START INFORMATION PROVIDED
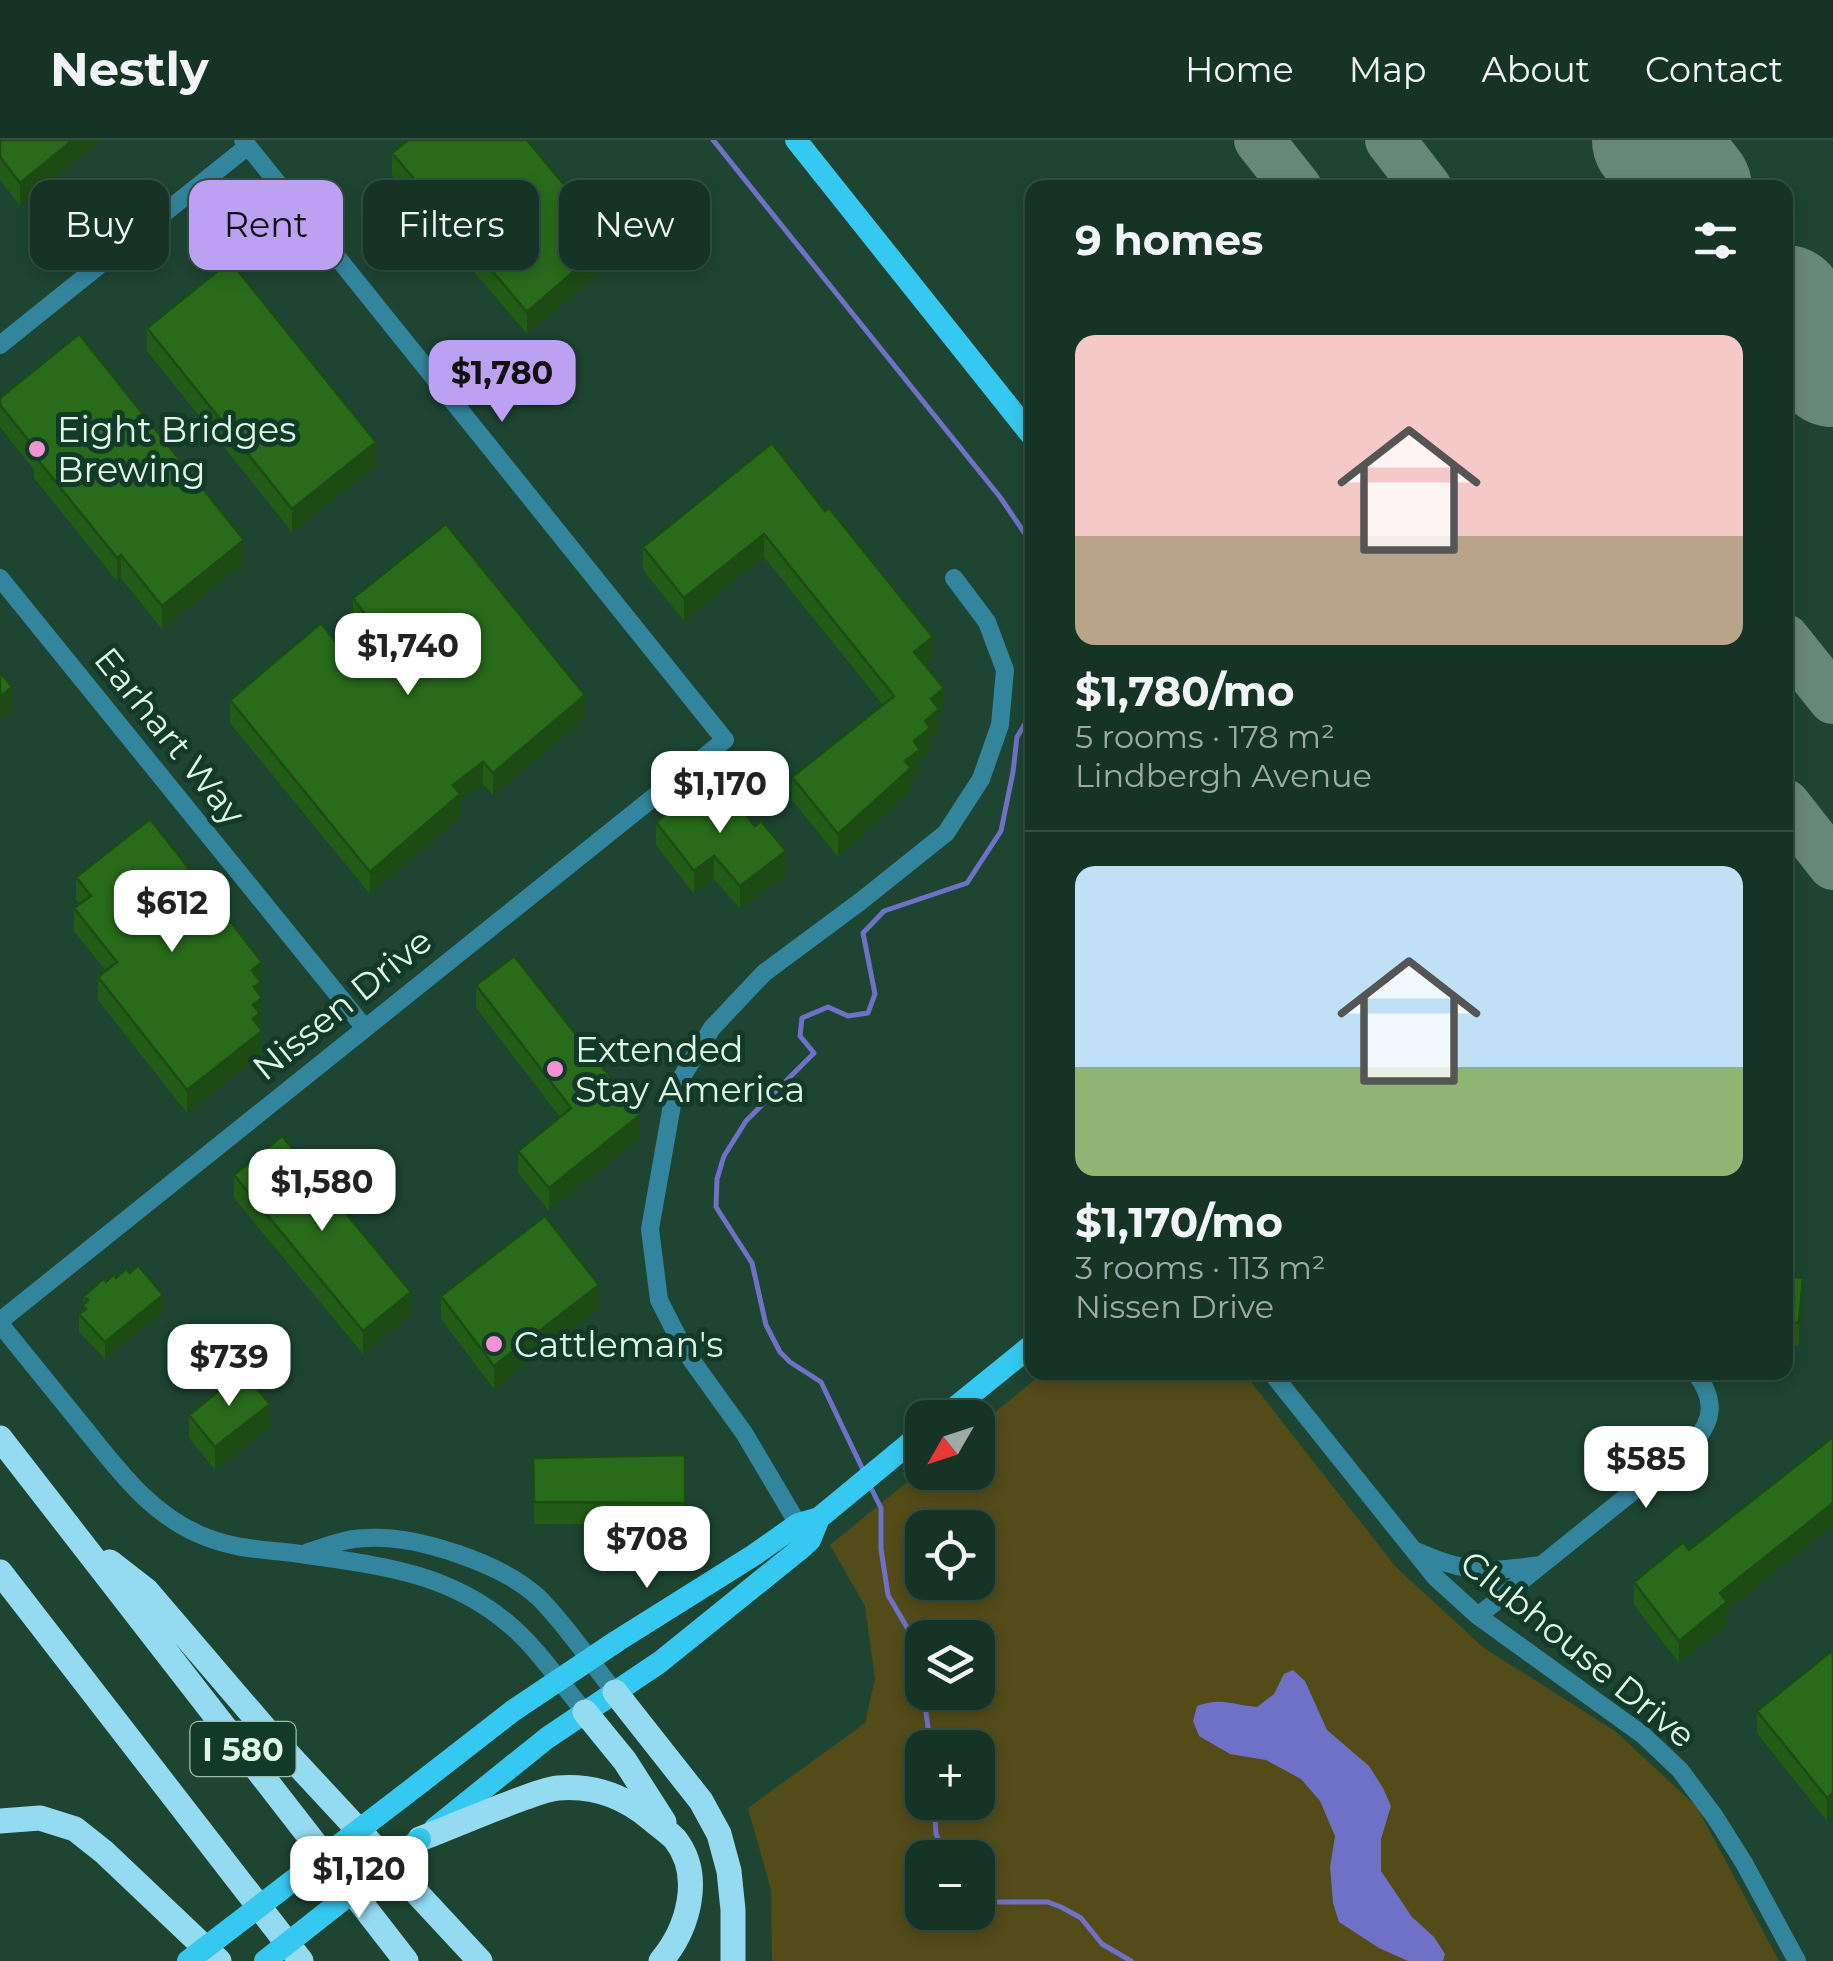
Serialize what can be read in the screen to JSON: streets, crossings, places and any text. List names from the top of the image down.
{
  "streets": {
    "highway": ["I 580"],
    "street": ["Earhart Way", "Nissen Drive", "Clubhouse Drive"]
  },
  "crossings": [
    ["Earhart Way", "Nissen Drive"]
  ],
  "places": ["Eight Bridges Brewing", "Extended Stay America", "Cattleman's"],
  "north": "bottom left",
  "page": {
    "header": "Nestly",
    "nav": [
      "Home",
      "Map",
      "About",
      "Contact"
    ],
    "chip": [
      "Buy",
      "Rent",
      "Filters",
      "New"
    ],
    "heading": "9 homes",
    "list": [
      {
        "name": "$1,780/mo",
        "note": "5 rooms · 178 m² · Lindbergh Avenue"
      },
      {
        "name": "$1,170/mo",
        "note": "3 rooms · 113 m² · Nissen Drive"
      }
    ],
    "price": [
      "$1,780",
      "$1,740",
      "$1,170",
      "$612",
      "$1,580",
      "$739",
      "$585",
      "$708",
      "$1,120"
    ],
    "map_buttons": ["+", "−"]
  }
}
END INFORMATION PROVIDED
**TRY IT**
Using the records above, state how many lines contain "note"; a single number is the whole answer.

**TASK RESPONSE**
2